Bruce, I'm reading The Emergent Multiverse by David Wallace at the
moment. He's well known as a prominent theorist of MWI. I don't know
whether he falls under your definition of competence in this area, but
as far as I've understood him, he fully accepts that MWI must be
consistent with QM in all respects, including of course nonlocality.
The distinction he makes is between nonlocality and the question of
whether this requires us to think in terms of instantaneous transfer
of information at greater-than-light speed, or "action at a distance".
I can't say I've been able to get my head around his full exposition
of this yet, but I'm pretty sure he doesn't go along with your
exposition of Price's seemingly faulty version of this.
It is interesting that Wallace has come to this view. He, with Deutsch,
was one of those who attempted to argue that MWI restored full locality.

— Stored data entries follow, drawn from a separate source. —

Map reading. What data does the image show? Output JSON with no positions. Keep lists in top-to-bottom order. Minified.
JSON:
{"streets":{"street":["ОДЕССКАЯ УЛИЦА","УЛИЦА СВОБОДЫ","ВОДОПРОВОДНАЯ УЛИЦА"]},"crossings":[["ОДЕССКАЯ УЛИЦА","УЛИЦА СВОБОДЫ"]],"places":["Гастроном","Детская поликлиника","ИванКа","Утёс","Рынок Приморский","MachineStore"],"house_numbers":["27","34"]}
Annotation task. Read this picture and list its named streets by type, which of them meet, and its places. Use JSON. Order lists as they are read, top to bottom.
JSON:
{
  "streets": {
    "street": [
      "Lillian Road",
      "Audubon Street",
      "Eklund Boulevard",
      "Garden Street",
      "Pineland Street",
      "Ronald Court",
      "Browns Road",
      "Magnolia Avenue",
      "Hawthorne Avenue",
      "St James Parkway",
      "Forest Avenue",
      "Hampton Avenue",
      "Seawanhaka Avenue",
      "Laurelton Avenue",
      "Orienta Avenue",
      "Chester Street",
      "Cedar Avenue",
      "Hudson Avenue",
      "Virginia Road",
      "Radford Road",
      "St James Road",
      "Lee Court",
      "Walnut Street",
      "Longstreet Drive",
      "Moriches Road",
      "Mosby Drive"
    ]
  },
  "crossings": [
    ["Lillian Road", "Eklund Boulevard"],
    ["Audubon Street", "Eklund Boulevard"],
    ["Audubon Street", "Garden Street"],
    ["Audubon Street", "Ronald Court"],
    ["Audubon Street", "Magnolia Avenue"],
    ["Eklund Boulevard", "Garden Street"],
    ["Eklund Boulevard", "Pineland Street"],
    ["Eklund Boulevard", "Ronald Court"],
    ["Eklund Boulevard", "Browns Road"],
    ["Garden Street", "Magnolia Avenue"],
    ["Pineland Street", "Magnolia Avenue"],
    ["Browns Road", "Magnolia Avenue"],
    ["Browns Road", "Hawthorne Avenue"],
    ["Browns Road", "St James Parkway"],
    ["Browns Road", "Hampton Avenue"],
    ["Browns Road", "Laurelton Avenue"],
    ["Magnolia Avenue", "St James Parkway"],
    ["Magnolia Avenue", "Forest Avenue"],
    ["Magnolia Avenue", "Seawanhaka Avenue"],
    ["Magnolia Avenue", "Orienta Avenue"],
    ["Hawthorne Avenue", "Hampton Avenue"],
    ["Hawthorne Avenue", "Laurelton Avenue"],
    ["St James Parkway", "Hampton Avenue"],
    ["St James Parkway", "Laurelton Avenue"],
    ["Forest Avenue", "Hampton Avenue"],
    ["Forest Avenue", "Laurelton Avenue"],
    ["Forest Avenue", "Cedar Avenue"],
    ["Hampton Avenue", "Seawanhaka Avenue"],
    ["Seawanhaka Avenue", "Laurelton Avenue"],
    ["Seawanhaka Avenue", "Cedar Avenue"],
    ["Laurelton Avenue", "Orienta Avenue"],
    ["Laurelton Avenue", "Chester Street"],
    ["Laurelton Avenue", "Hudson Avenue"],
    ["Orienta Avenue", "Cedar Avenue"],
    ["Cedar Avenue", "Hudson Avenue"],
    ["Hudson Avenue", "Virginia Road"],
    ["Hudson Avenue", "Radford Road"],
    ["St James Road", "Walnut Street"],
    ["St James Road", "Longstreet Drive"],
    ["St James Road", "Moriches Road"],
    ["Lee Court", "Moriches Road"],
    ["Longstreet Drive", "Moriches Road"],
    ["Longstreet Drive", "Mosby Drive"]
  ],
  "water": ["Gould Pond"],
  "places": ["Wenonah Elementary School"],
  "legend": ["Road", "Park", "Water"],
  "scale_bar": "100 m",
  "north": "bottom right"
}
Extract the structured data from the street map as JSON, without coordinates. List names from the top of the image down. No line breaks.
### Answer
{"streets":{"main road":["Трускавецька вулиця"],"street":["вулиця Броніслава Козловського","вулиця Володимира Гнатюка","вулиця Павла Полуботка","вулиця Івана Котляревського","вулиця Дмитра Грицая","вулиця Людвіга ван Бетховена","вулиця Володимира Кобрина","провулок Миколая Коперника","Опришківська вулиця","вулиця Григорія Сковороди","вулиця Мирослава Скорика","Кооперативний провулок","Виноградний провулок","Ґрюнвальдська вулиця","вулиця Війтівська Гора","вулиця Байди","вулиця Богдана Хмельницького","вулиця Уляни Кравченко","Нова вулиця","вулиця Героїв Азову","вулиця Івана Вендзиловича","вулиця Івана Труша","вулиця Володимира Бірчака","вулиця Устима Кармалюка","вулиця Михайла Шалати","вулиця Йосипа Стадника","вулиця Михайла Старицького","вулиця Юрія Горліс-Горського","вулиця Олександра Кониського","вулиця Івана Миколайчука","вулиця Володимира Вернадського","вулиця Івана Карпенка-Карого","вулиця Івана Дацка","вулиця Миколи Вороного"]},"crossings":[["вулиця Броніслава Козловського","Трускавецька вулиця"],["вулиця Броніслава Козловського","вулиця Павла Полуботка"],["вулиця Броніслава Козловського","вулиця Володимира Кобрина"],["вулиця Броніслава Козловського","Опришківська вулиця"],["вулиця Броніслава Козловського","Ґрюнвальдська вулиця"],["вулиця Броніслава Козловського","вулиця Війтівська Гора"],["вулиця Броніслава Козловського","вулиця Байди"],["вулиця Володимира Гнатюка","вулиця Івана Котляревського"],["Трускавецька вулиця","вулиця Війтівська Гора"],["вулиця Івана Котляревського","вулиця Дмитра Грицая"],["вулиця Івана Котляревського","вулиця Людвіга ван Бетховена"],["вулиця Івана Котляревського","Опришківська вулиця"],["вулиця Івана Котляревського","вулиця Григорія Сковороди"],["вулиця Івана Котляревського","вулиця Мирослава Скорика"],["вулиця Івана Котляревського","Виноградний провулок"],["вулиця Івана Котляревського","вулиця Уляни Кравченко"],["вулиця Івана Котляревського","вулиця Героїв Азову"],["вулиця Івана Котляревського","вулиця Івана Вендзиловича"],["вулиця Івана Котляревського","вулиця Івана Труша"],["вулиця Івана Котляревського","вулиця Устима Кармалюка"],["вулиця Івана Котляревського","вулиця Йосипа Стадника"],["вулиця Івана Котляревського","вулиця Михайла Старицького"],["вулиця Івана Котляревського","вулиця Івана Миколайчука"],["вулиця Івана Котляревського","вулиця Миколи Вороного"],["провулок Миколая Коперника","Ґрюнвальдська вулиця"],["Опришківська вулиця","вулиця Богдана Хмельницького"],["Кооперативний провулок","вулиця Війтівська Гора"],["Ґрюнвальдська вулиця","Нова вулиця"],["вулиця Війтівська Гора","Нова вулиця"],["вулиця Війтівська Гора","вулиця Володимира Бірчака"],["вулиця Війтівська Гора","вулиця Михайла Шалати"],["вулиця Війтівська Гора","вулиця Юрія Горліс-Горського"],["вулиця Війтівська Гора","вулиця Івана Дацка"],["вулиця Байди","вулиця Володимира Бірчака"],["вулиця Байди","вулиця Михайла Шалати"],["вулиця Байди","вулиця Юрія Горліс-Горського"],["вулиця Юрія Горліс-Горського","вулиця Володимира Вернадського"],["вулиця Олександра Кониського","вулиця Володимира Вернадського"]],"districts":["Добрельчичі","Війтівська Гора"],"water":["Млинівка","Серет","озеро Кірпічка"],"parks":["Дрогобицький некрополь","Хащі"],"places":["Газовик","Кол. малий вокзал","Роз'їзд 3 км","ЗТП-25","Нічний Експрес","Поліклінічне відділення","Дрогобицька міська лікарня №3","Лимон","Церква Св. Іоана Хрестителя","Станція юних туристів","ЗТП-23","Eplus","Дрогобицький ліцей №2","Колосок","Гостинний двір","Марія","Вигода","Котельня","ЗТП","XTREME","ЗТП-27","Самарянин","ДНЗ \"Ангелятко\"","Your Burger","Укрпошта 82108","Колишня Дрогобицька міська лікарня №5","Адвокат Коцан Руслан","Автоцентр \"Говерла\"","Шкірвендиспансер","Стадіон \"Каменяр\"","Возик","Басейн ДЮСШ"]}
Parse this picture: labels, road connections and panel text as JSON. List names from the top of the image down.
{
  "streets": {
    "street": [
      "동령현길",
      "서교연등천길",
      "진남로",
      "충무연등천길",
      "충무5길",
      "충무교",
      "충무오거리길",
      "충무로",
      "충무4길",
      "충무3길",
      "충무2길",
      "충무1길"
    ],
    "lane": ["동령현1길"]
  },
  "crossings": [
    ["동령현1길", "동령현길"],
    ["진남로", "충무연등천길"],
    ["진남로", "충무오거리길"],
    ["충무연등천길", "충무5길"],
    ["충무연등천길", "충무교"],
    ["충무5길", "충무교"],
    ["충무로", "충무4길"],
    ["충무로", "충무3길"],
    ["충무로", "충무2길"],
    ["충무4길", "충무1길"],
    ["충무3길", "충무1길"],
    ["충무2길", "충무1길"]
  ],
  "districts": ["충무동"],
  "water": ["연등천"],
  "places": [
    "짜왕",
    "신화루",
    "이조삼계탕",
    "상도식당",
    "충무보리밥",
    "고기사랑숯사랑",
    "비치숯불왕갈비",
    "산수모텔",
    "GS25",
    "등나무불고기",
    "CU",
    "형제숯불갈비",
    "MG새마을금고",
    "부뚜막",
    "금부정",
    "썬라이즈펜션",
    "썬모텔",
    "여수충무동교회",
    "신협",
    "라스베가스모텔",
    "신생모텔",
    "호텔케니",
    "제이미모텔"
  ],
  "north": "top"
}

They also tried to derive the Born Rule from within MWI, and failed in
that too.
I do not know the book you refer to, but if Wallace now accepts that QM
and Bell implies non-locality, then I fully agree. I have always argued,
on this list and elsewhere, that non-locality does not mean the
instantaneous transfer of physical information -- if you think about it,
that would, in a sense, be a local, albeit FTL, effect. The core of the
quantum singlet state is that it does not involve the physical positions
of the particles. It is expressed in configuration space, and the
difficulties appear to arise from interpreting configuration space as
though it were the same as ordinary 3-space. What has been said is that
the singlet state is always local in configuration space, which
translates to non-locality in 3-space. And this without some FTL
information transfer. If there were FTL information transfer, then that
could be manipulated to give FTL signalling, and there are all sorts of
theorems in QM that show that FTL signalling is not possible.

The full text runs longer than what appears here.